Sixty-three games. Four losses. Two trophies.
And a whole lot of disappointment.
They’ll smile on that bus. They’ll accept the cheers from their adoring fans. But deep down, there’ll be thoughts of what could have been.
“Even if nobody on this planet would understand that we have a parade, we still will do it,” Klopp said, “and I really hope that everybody who has the chance to get to Liverpool is there and celebrates together with us a fantastic season which we all had together.
“It didn’t end like we wanted. But, yeah, that’s facts.”
It was only a week ago that Liverpool stood on the cusp of immortality. A quadruple of major trophies, for possibly the greatest ever single season by a club in football history, was in tantalizing reach.
Except Manchester City pulled off a stunning late comeback — three goals in five minutes — in a final-day win in the Premier League last weekend to finish one point ahead of Liverpool. Then Klopp’s team lost 1-0 to Real Madrid in the Champions League final on Saturday to be denied a seventh European Cup.

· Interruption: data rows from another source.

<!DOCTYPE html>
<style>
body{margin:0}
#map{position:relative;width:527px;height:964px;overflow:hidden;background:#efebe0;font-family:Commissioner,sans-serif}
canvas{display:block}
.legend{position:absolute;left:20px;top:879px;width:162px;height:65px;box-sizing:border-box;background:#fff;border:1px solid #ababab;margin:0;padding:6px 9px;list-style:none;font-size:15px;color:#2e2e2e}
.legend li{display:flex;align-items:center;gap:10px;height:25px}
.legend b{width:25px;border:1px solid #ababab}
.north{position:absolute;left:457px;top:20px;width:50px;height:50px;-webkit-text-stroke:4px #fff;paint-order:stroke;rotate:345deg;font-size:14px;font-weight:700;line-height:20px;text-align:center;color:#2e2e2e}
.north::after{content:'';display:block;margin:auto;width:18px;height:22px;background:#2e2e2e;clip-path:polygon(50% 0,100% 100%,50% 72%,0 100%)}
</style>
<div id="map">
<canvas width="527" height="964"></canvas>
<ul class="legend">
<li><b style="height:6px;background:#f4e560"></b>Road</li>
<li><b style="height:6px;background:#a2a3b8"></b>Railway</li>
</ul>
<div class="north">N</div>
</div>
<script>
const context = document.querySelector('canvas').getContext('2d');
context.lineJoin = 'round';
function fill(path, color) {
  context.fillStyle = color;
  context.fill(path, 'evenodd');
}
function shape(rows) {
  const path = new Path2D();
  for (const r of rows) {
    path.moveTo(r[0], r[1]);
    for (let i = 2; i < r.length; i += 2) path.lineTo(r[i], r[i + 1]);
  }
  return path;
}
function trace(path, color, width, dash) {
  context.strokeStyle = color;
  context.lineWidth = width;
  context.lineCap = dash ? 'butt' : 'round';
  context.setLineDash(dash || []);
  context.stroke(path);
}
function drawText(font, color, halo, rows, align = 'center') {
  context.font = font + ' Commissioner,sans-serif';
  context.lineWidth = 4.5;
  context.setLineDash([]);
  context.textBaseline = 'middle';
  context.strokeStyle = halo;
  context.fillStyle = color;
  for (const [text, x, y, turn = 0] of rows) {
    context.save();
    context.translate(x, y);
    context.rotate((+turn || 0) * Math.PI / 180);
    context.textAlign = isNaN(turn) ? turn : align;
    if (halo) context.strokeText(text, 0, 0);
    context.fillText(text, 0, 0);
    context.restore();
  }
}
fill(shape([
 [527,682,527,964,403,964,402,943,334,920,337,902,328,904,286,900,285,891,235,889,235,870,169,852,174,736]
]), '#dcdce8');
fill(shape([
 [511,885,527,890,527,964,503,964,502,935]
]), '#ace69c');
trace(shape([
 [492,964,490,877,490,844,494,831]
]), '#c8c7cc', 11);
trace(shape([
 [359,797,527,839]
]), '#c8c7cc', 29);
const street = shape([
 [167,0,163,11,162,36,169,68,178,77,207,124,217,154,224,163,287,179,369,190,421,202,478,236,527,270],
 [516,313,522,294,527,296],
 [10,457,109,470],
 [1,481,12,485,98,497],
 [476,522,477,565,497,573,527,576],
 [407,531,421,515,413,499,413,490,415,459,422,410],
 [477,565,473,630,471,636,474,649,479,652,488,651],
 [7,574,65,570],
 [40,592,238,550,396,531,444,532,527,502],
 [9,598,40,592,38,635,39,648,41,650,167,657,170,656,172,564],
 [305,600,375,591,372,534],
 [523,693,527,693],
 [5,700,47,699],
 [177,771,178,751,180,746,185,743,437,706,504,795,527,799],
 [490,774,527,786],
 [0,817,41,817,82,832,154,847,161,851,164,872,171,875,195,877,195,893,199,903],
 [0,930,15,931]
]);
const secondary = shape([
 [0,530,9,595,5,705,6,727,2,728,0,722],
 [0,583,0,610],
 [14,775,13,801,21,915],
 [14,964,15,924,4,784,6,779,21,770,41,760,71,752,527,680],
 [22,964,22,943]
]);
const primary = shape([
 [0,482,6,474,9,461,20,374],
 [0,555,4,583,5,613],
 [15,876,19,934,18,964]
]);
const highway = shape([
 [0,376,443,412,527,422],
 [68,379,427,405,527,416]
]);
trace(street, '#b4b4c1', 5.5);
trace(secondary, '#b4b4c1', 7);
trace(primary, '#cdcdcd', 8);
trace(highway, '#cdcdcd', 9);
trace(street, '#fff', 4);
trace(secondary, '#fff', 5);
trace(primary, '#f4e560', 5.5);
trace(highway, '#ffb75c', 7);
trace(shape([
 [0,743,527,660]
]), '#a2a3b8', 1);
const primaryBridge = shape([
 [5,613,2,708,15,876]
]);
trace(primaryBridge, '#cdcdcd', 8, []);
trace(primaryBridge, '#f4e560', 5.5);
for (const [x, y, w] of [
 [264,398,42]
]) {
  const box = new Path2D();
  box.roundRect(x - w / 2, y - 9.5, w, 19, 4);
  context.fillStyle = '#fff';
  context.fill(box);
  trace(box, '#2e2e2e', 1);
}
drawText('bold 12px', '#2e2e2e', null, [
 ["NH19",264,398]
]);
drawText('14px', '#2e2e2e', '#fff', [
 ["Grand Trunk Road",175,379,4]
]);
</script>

Somehow, it all feels so hollow, even though it really shouldn’t.
“The dressing room is quiet, devastated,” Liverpool left back Andrew Robertson said.
The crowd problems that surrounded the final in Paris also leave a bitter taste at the end of a long season that might just have caught up on Liverpool, which had players on the field who weren’t at 100% fitness and might have been mentally fatigued, too, after getting to the last game of all four competitions they competed in.
Yet, even though it wasn’t the smoothest and sharpest performance by the Reds at the Stade de France, they still had 24 shots compared to Madrid’s four and it needed a man-of-the-match performance from Madrid goalkeeper Thibaut Courtois to keep out Liverpool.
Courtois said his fingertip save onto the post from Sadio Mane’s shot in the first half was his best, though the one from Mohamed Salah’s right-foot blast in the 81st — the Belgium goalkeeper stuck out his right hand and palmed the ball just wide of the post — really took the breath away.
There was lots of talk of Madrid having that winning culture that other teams can’t match — and the Spanish team’s haul of trophies is testament to that — but the match could easily have gone the other way.
As Klopp said: “They scored a goal, we didn’t. That’s the easiest explanation in the world of football.”
“When the goalkeeper is man of the match,” he added, “then something is going wrong for the other team.”
Liverpool knows how to respond to major setbacks. After losing the 2018 Champions League final, also to Madrid, the team bounced back by winning the competition the following year.
When Liverpool missed out on the Premier League title by one point in 2019, the team won the title the following year.
No surprise, then, that Klopp was in a bullish mood.
“I have a strong feeling we’ll come again,” he said. “The boys are really competitive. It’s an outstanding group together. We will have an outstanding group next season.”
And his message to fans?
“Where is it next season?” he asked about the Champions League final. “Istanbul? Book the hotel.”